National sales figures indicate that from 1998 to
2002, sales of anti-depressants increased 73% to more
than $12 billion, while analeptics, drugs like Ritalin
and Adderall that stimulate the central nervous system,
increased 167%, according to IMS Health, a
pharmaceutical information and consulting company. Even
more distressing, physicians wrote more than 1 million
prescriptions for Strattera, a nonstimulant treatment
for attention deficit hyperactivity disorder, in its
first six months on the market.
But something is very wrong here. The dramatic
increase in the sale of these pharmaceuticals suggest
that Americans are well on the way to becoming not only
depressed, anxiety-ridden and incapable of the
meaningful focus necessary to understand the world in
which we live, but also on our way to becoming a
drug-dependent nation.
Doping up kids
No one would deny that ADHD, depression and anxiety
disorders afflict millions of Americans. But to what
degree? Through a combination of pharmaceutical
companies' increased marketing, quick diagnoses from
physicians and a lack of proper referrals from doctors,
we are simply inundating huge numbers of people with
unprecedented amounts of medication.
The issue is all the more sensitive and heartrending
when it comes to our children. According to the Archives
of Pediatric and Adolescent Medicine, a study of 900,000
youths showed that the number of children taking
psychiatric drugs more than doubled in one group and
tripled in the two others for the decade ending 1996.
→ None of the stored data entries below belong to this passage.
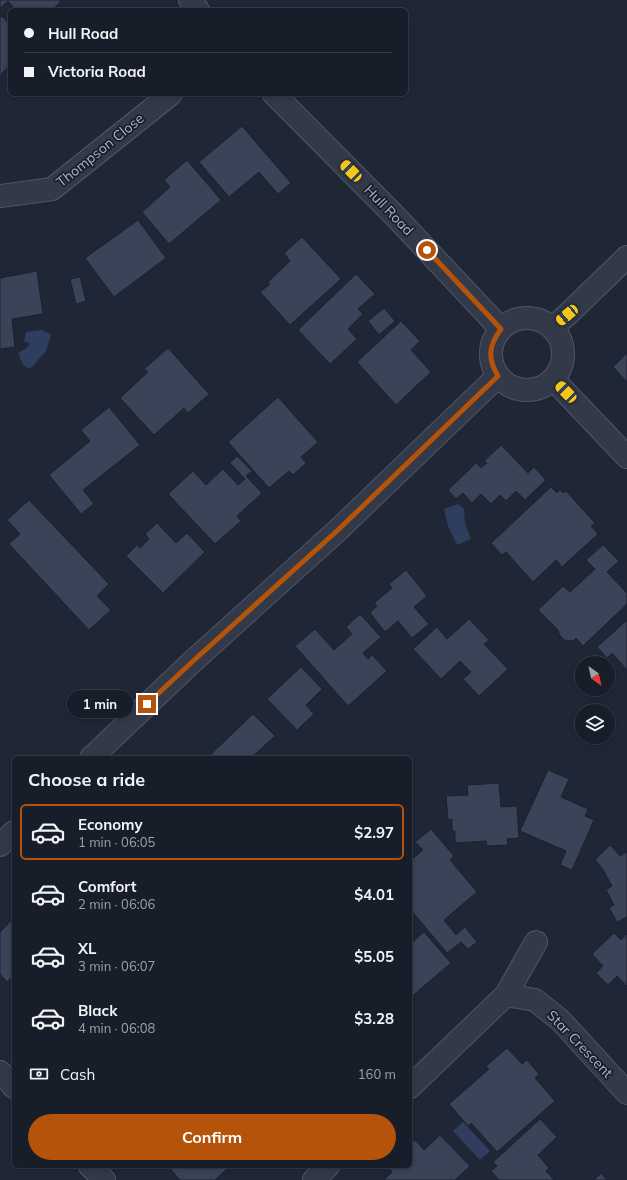 <!DOCTYPE html>
<html lang="en">
<head>
<meta charset="utf-8">
<style>
  body { margin:0; font-family:Mulish,sans-serif; background:#242a35; color:#f1f3f6; height:100vh; display:flex; flex-direction:column; font-size:15px; white-space:nowrap }
  * { box-sizing:border-box; margin:0 }
  p { font-size:13px; color:#9ea2a8 }
  .icon { flex:none; width:22px; height:22px; fill:none; stroke:currentColor; stroke-width:2; stroke-linecap:round; stroke-linejoin:round }
  .map { position:relative; flex:1; overflow:hidden }
  .drawer { position:absolute; left:12px; top:756px; width:400px; height:412px; display:flex; flex-direction:column; background:#171d29; border-radius:6px; box-shadow:0 2px 6px #0003,0 0 0 1px #363b46 }
  .drawer>* { flex:none }
  .hud { position:absolute; left:8px; top:8px; width:400px; height:88px; border-radius:6px; box-shadow:0 2px 6px #0003,0 0 0 1px #363b46; display:grid; align-content:center; height:88px; padding:0 16px; background:#171d29 }
  .needle { width:26px; rotate:147deg }
  .buttons { position:absolute; left:575px; top:656px; display:grid; gap:8px }
  .buttons a { display:grid; place-items:center; width:40px; height:40px; border-radius:50%; background:#171d29; box-shadow:0 2px 6px #0003,0 0 0 1px #363b46; font-size:20px }
  .end { position:absolute; width:18px; height:18px; margin:-9px; border:5px solid #b45309; background:#fff; box-shadow:0 0 0 2px #fff }
  .from { border-radius:50% }
  .bubble { position:absolute; height:28px; border-radius:14px; background:#171d29; box-shadow:0 2px 6px #0003,0 0 0 1px #363b46; font-size:13px; font-weight:700; line-height:28px; text-align:center }
  .car { position:absolute; width:12px; height:24px; margin:-12px -6px; border-radius:5px; box-shadow:0 0 3px 1px #0007; background:linear-gradient(#f5c518 24%,#345 0 40%,#f5c518 0 76%,#345 0 86%,#f5c518 0) }
  .hud b { display:flex; align-items:center; gap:14px; height:38px; font-size:15px }
  .hud b+b { border-top:1px solid #363b46 }
  .hud i { width:10px; height:10px; background:#f1f3f6 }
  ul { padding:0; list-style:none }
  li { display:flex; align-items:center; gap:12px; height:56px; margin:0 8px 6px; padding:0 8px; border:2px solid transparent; border-radius:6px }
  li div { flex:1 }
  li b { display:block; font-size:15px }
  li em { font-style:normal; font-weight:700 }
  li.selected { border-color:#b45309 }
  li>.icon { width:36px; height:36px; stroke-width:1.5 }
  h2 { padding:0 16px; font-size:18px; line-height:48px }
  .pay { display:flex; align-items:center; gap:10px; height:44px; padding:0 16px; font-size:15px }
  .pay p { margin-inline-start:auto }
  .primary-button { display:flex; gap:8px; margin-top:auto; padding:8px 16px }
  .primary-button a { flex:1; height:46px; border-radius:24px; background:#b45309; color:#fff; font-size:16px; font-weight:700; line-height:46px; text-align:center }
  .map>svg:first-child { display:block }
  .water { fill:#2f3e5e }
  .building { fill:#3a4458; stroke:#1a202e }
  .lines { fill:none; stroke-linecap:round; stroke-linejoin:round }
  .minor-casing { stroke:#505666; stroke-width:24 }
  .minor { stroke:#323948; stroke-width:22 }
  .route { stroke:#b45309; stroke-width:5 }
  .labels { text-anchor:middle; dominant-baseline:central; stroke-width:3.5; stroke-linejoin:round; paint-order:stroke }
  .street-label { font-size:14px; fill:#acb3c5; stroke:#181e2c }
</style>
</head>
<body>
<div class="map">
<svg width="627" height="1180" viewBox="0 0 627 1180">
  <rect width="100%" height="100%" fill="#1f2737"/>
  <!-- water -->
  <g class="water">
    <path d="M42 330 51 335 46 351 30 369 23 365 18 353 25 349 30 344 24 341 26 332Z"/>
    <path d="M458 504 464 509 465 523 471 539 457 545 448 526 444 509Z"/>
    <path d="M463 1122 490 1151 480 1160 453 1131Z"/>
  </g>
  <!-- building -->
  <g class="building">
    <path d="M0 0H59L61 1 52 10H16L8 1 0 8Z"/>
    <path d="M2 16 10 25V65L0 75V18Z"/>
    <path d="M242 126 291 183 278 194 259 172 229 197 199 162Z"/>
    <path d="M187 160 221 200 169 244 142 212 170 187 164 180Z"/>
    <path d="M138 220 166 258 114 297 85 258Z"/>
    <path d="M302 237 341 279 290 325 260 292 270 284 268 282 290 261 284 253Z"/>
    <path d="M37 271 43 314 12 319 15 347 0 349V278Z"/>
    <path d="M356 274 375 294 358 309 363 314 348 329 357 339 330 364 298 330Z"/>
    <path d="M80 277 86 301 76 304 70 279Z"/>
    <path d="M384 308 395 321 379 335 368 321Z"/>
    <path d="M401 321 420 341 411 350 431 372 396 405 357 362Z"/>
    <path d="M168 348 209 394 188 413 184 408 154 435 120 398 148 372 144 369Z"/>
    <path d="M627 353V382L613 367Z"/>
    <path d="M278 397 318 442 301 457 306 463 293 475 289 471 269 488 228 442Z"/>
    <path d="M109 407 140 445 83 490 94 504 81 514 49 475 90 441 81 430Z"/>
    <path d="M501 445 528 473 534 467 546 480 525 500 516 491 506 501 500 495 491 504 481 494 472 503 463 493 456 499 448 490 476 463 481 468 487 463 484 461Z"/>
    <path d="M237 456 252 471 246 476 262 493 237 516 241 521 215 544 168 494 193 471 206 485 223 469 238 485 245 479 230 463Z"/>
    <path d="M551 487 557 493 560 490 563 493 566 491 595 523 591 526 598 534 562 567 556 560 533 582 506 552 502 555 491 543Z"/>
    <path d="M29 500 109 584 97 596 111 610 89 630 9 544 20 534 7 520Z"/>
    <path d="M157 523 176 543 187 533 205 552 163 593 126 556 137 545 140 548 149 539 145 534Z"/>
    <path d="M603 545 619 561 607 572 627 593V604L583 646 576 638 573 641 564 640 559 634 558 630 538 610 563 586 570 592 595 569 586 560Z"/>
    <path d="M406 570 427 596 414 607 429 624 412 638 398 621 385 632 370 613 377 606 374 603 392 588 389 584Z"/>
    <path d="M360 614 381 637 363 653 368 659 372 655 387 671 348 706 295 646 315 629 334 650 352 634 346 627Z"/>
    <path d="M469 619 489 640 484 644 508 669 479 696 463 679 471 672 460 661 441 679 413 649 437 627 447 639Z"/>
    <path d="M627 620V670L612 653 607 658 597 647Z"/>
    <path d="M301 667 322 689 306 705 314 714 297 730 267 699Z"/>
    <path d="M253 714 275 736 251 758H207Z"/>
    <path d="M548 770 569 779 561 797 588 809 585 816 594 820 572 870 560 865 566 851 520 831Z"/>
    <path d="M499 783 501 807 517 806 519 838 507 839 508 845 487 846 486 841 455 843V831H452V819L448 820 446 796 468 795 467 785Z"/>
    <path d="M431 829 454 856 450 860 477 892 444 920 456 935 465 927 477 942 468 949 461 942 447 953 410 909V861L423 850 415 842Z"/>
    <path d="M610 845 620 856 627 852V917L617 922 609 908 614 905 606 890 612 886 602 868 595 860Z"/>
    <path d="M14 918V975L7 982 0 974V932Z"/>
    <path d="M424 932 451 963 410 998V944Z"/>
    <path d="M614 933 621 940 627 934V986L617 976 608 985 596 973 603 966 592 954Z"/>
    <path d="M507 1048 522 1064 527 1060 539 1074 535 1078 555 1101 497 1152 471 1123 468 1126 449 1104 489 1069 486 1066Z"/>
    <path d="M540 1119 557 1137 538 1155 549 1168 546 1171 554 1180H499L491 1171 497 1166 493 1162Z"/>
    <path d="M440 1135 470 1166 455 1180H384L392 1172 387 1166H410V1144L415 1140 424 1150Z"/>
    <path d="M175 1166H230L215 1180H180L171 1170Z"/>
    <path d="M601 1173 607 1180H594Z"/>
  </g>
  <g class="lines">
    <defs>
      <g id="minor">
        <path d="M190 0 198 10"/>
        <path d="M274 94 395 216 501 329"/>
        <path d="M0 196 52 189 171 94"/>
        <circle cx="527" cy="354" r="36"/>
        <path d="M552 328 567 315 627 257"/>
        <path d="M553 379 627 457"/>
        <path d="M91 758 192 662 338 530 498 376"/>
        <path d="M0 845 14 832"/>
        <path d="M506 995 535 1000 560 1020 627 1093"/>
        <path d="M0 1072 14 1087"/>
        <path d="M410 1087 506 995 536 942"/>
        <path d="M90 1166 104 1180"/>
        <path d="M314 1180 328 1166"/>
      </g>
    </defs>
    <!-- minor casing -->
    <use href="#minor" class="minor-casing"/>
    <!-- minor -->
    <use href="#minor" class="minor"/>
  </g>
  <g class="lines">
    <!-- route -->
    <path class="route" d="M147 704 192 662 338 530 498 376C487 358 489 345 501 329L427 250"/>
  </g>
  <g class="labels">
    <!-- street labels -->
    <g class="street-label">
      <text transform="translate(100 150) rotate(-39)">Thompson Close</text>
      <text transform="translate(389 210) rotate(46)">Hull Road</text>
      <text transform="translate(580 1044) rotate(46)">Star Crescent</text>
    </g>
  </g>
</svg>
<div class="buttons">
<a><svg class="needle" viewBox="-14 -14 28 28"><path d="M0-13l5 13h-10z" fill="#e53935"/><path d="M0 13l5-13h-10z" fill="#9ea2a8"/></svg></a>
<a><svg class="icon" aria-label="layers" viewBox="0 0 24 24"><path d="M12 4l9 5-9 5-9-5zM3 14l9 5 9-5"/></svg></a>
</div>
<i class="end from" style="left:427px;top:250px"></i>
<i class="end" style="left:147px;top:704px"></i>
<div class="bubble" style="left:67px;top:690px;width:66px">1 min</div>
<i class="car" style="left:351px;top:171px;rotate:315deg"></i>
<i class="car" style="left:567px;top:315px;rotate:230deg"></i>
<i class="car" style="left:566px;top:392px;rotate:316deg"></i>
<div class="hud">
<b><i class="from"></i>Hull Road</b>
<b><i></i>Victoria Road</b>
</div>
<section class="drawer">
<h2>Choose a ride</h2>
<ul>
<li class="selected"><svg class="icon" aria-label="car" viewBox="0 0 24 24"><path d="M5 17H2v-5l4-1 3-4h7l3 4 3 1v5h-3M9 17h6M6 11h13"/><circle cx="7" cy="17" r="2"/><circle cx="17" cy="17" r="2"/></svg><div><b>Economy</b><p>1 min · 06:05</p></div><em>$2.97</em></li>
<li><svg class="icon" aria-label="car" viewBox="0 0 24 24"><path d="M5 17H2v-5l4-1 3-4h7l3 4 3 1v5h-3M9 17h6M6 11h13"/><circle cx="7" cy="17" r="2"/><circle cx="17" cy="17" r="2"/></svg><div><b>Comfort</b><p>2 min · 06:06</p></div><em>$4.01</em></li>
<li><svg class="icon" aria-label="car" viewBox="0 0 24 24"><path d="M5 17H2v-5l4-1 3-4h7l3 4 3 1v5h-3M9 17h6M6 11h13"/><circle cx="7" cy="17" r="2"/><circle cx="17" cy="17" r="2"/></svg><div><b>XL</b><p>3 min · 06:07</p></div><em>$5.05</em></li>
<li><svg class="icon" aria-label="car" viewBox="0 0 24 24"><path d="M5 17H2v-5l4-1 3-4h7l3 4 3 1v5h-3M9 17h6M6 11h13"/><circle cx="7" cy="17" r="2"/><circle cx="17" cy="17" r="2"/></svg><div><b>Black</b><p>4 min · 06:08</p></div><em>$3.28</em></li>
</ul>
<div class="pay"><svg class="icon" aria-label="cash" viewBox="0 0 24 24"><path d="M3 7h18v10H3z"/><circle cx="12" cy="12" r="2"/></svg>Cash<p>160 m</p></div>
<div class="primary-button"><a>Confirm</a></div>
</section>
</div>
</body>
</html>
"Any time a child reads a little more slowly, we're
talking learning disability and administering Ritalin,
or any time a kid acts up a bit, instead of giving him
detention, we're drugging him," says Dr. Arthur Caplan,
chairman of the medical ethics department at the
University of Pennsylvania School of Medicine. He adds,
"These are definitely problems, in that it's expensive,
it may not address the cause of the problem and I've
never met a drug yet, including aspirin, that didn't
have some side effects."
In other words, some pharmaceuticals create greater
problems than they treat. In June, British drug
officials, later endorsed by the U.S. Food and Drug
Administration, warned physicians and consumers that
GlaxoSmithKline's anti-depressant Paxil carries a
substantial risk of prompting teenagers and children to
consider suicide. Two months later, Wyeth warned doctors
of the same risks in its Effexor. U.S. sales of both
drugs totaled nearly $4 billion last year.
The driving force behind the surge is aggressive
direct-to-consumer advertising, Caplan says. Following
the relaxation of a 30-year drug marketing agreement in
1997, pharmaceutical companies have tripled their annual
advertising to consumers, resulting in a 37% increase in
sales of prescription stimulants for children. Also,
roughly one-third of all adults have asked their doctor
about a drug they saw advertised, according to the
Kaiser Family Foundation.
And those doctors are quick to dole out
prescriptions. According to the American Psychiatric
Association, primary care physicians now write upward of
60% of anti-depressant prescriptions. Says Caplan, "I
think [doctors are] just overwhelmed now with too much
marketing, and it drives them toward too much
prescribing."
Uniquely American
In fact, American consumers, mostly children, account
for more than 90% of global consumption of such
stimulants. "If we have four or five times the learning
disability or depression or other neurotic illnesses
that the Europeans do," Caplan says, "then either we got
a really bad gene pool through immigration or we're
overmedicating."
In either case, a crisis looms. The pharmaceutical
companies, the FDA and Congress must confront this issue
now, and the physicians' credo is an appropriate
starting point: First, do no harm. That credo simply
must take precedence over profit motives, casual
prescriptions and expedient parenting.